Dalam bidang hukum, dengan diratifikasinya Persetujuan TRIPs–WTO dengan Undang-Undang No. 7 Tahun 1994 menimbulkan konsekuensi bagi Indonesia untuk membentuk dan menyempurnakan ketentuan hukum nasionalnya di bidang hak kekayaan intelektual, salah satunya adalah merek. Indonesia kemudian memenuhinya dengan diundangkannya Undang-undang No.15 Tahun 2001 tentang Merek. Undang-undang inilah yang kemudian menjadi payung hukum di Indonesia berkaitan dengan perlindungan merek.
Bagi suatu pelaku usaha, merek menjadi pembeda dari produk-produk yang mereka miliki/produksi Sedangkan bagi konsumen, fungsi utama dari merek merupakan suatu pembeda yang mencirikan suatu produk, baik barang maupun jasa, agar dapat lebih mudah dikenali. Merek juga merupakan alat pemasaran dan dasar untuk untuk membangun citra dan reputasi. Konsumen menilai merek dari reputasinya, citranya, dan kualitas-kualitas lainnya yang konsumen inginkan dan dapat memenuhi harapan mereka.
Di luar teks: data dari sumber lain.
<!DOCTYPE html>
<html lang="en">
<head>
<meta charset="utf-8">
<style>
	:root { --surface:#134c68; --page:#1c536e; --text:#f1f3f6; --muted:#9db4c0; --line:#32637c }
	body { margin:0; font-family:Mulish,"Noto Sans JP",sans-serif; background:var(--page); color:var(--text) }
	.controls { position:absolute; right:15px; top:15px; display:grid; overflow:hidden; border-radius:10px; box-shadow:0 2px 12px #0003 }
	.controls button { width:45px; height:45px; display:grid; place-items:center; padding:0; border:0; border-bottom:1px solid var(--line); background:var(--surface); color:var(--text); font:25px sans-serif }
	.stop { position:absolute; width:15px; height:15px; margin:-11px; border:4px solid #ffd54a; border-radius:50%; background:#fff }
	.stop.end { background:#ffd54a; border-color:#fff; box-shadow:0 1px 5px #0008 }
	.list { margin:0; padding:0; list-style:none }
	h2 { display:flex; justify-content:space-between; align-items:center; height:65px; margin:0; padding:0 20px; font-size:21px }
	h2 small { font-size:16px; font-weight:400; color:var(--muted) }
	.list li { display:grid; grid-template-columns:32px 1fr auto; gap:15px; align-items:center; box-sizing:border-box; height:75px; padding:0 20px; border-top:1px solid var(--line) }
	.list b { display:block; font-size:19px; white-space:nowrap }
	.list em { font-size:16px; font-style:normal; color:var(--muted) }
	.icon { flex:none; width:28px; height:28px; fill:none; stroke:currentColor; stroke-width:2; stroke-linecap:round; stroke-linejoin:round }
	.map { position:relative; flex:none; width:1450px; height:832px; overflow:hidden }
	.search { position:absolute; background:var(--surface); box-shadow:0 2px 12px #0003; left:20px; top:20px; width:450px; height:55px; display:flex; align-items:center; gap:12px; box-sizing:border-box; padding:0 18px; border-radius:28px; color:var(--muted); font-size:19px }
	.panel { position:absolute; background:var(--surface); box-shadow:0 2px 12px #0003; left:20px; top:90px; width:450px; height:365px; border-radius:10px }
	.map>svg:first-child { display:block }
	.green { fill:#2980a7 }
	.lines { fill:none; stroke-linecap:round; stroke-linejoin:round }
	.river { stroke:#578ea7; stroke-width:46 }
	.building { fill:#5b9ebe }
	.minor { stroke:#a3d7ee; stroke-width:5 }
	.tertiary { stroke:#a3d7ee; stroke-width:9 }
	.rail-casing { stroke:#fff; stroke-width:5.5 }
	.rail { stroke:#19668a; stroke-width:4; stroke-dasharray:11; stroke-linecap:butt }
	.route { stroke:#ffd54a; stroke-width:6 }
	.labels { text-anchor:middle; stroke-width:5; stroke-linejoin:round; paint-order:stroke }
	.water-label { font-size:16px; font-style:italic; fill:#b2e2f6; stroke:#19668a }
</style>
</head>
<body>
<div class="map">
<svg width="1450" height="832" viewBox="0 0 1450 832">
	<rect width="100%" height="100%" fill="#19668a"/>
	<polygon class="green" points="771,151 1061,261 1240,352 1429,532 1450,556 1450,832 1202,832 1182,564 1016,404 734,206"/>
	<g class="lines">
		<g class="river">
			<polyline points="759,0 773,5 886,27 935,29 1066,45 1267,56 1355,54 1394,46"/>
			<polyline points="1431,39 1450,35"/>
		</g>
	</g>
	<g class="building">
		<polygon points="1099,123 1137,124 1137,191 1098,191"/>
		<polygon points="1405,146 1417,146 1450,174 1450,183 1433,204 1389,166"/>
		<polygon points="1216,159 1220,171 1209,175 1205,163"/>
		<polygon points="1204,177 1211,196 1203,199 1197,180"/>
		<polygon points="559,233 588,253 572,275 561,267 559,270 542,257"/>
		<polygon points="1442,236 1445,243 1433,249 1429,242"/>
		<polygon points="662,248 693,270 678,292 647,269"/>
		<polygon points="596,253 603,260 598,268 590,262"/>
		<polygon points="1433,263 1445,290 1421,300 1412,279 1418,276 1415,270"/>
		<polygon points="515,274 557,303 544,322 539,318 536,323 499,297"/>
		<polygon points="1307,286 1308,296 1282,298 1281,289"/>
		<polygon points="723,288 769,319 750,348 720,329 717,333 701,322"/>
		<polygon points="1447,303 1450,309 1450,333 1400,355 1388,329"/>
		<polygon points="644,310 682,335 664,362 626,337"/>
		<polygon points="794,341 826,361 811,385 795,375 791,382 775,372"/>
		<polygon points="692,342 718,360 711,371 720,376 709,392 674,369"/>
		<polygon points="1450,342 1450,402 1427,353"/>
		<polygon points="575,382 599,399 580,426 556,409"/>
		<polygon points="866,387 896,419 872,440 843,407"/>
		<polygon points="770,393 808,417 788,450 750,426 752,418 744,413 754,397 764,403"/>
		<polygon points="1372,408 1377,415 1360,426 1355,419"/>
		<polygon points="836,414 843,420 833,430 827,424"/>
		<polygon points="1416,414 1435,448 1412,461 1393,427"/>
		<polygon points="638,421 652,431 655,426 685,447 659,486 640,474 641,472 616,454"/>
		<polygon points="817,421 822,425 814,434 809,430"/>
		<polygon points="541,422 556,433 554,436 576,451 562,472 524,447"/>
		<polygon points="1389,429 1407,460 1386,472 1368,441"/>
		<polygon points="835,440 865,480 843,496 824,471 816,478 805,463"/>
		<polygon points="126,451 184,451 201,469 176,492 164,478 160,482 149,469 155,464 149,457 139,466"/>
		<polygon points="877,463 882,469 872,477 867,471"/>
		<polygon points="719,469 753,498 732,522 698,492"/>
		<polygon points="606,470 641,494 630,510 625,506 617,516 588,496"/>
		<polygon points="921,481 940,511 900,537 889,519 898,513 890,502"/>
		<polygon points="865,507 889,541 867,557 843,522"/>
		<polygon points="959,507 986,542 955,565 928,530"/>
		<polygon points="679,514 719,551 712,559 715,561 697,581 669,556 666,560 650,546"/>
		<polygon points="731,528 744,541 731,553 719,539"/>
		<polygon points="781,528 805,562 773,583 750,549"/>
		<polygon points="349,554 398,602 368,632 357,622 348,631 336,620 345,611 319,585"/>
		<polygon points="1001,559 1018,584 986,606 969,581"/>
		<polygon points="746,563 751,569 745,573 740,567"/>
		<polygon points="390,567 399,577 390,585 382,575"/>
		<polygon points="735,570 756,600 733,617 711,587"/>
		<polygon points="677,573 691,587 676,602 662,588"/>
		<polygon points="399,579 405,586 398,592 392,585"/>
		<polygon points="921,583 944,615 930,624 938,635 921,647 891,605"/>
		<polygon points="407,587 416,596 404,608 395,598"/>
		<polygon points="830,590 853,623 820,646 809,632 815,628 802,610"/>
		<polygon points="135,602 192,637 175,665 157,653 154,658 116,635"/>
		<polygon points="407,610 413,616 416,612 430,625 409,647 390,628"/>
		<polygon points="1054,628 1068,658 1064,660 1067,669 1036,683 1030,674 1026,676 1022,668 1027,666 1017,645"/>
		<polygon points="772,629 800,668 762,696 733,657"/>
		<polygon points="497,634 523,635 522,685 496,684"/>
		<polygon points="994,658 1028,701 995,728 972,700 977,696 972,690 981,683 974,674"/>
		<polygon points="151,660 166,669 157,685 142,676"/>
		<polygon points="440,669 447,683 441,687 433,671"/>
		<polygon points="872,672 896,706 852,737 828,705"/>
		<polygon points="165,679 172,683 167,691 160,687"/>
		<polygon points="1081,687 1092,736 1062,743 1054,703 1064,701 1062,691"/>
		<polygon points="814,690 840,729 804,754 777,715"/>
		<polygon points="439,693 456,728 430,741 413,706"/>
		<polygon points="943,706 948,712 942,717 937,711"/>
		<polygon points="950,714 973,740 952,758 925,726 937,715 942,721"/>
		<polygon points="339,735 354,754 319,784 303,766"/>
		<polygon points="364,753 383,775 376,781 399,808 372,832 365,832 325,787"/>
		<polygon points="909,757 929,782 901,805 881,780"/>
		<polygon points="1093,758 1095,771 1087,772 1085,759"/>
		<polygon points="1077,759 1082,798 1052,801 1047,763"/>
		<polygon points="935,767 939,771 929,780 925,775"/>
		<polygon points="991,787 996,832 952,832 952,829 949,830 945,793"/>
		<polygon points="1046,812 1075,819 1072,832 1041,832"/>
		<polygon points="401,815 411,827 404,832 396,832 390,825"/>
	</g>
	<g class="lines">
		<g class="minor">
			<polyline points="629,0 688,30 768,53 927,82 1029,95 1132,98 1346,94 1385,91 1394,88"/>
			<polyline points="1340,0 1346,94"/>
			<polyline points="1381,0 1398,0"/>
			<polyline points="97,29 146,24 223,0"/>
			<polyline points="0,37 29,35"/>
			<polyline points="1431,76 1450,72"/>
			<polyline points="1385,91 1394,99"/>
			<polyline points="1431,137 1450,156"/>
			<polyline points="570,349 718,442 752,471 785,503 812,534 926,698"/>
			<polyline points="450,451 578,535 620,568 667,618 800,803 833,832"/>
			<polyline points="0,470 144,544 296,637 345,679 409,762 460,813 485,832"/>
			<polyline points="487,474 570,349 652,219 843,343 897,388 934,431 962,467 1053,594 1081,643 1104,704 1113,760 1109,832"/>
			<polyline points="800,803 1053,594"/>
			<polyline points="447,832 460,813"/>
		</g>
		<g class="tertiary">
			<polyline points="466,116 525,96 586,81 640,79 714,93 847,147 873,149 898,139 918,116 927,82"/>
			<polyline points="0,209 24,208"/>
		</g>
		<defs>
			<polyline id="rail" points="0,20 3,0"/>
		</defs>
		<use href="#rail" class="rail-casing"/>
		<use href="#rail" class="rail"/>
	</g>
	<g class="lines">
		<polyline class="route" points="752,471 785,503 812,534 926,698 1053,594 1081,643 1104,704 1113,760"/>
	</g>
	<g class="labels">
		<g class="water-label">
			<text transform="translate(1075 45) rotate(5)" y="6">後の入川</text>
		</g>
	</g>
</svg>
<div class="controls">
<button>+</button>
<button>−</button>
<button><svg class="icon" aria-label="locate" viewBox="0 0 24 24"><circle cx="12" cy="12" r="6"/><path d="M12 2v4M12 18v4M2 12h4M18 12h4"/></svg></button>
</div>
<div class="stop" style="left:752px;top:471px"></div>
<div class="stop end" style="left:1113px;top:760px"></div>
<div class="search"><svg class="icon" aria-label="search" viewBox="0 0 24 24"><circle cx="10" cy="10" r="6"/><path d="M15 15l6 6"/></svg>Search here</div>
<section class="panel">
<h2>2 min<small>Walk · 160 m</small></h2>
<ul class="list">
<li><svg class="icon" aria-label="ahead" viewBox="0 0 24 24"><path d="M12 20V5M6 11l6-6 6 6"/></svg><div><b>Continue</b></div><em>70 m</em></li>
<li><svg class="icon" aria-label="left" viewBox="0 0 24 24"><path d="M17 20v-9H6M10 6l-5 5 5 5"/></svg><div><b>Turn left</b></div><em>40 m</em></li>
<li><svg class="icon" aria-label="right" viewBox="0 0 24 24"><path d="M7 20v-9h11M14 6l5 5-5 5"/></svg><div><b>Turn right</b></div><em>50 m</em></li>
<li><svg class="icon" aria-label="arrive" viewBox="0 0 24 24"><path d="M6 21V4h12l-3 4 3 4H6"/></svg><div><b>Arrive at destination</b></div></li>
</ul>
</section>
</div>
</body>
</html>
Oleh karena itu, memiliki sebuah merek dengan citra dan reputasi yang baik menjadikan sebuah perusahaan menjadi lebih kompetitif. Dari sisi inilah merek menjadi aset tak berwujud (intangible asset) suatu perusahaan.
 Sebagian besar pelaku usaha menyadari pentingnya penggunaan merek untuk membedakan produk yang mereka miliki dengan produk milik pesaing, tapi tidak semua dari mereka yang menyadari mengenai pentingnya perlindungan merek melalui pendaftaran. pelaku usaha dapat berinvestasi dengan memelihara dan meningkatkan kualitas produk, namun alangkah baiknya jika terlebih dahulu kepemilikan atas merek yang digunakan dalam sebuah produk diberikan pelindungan secara hukum.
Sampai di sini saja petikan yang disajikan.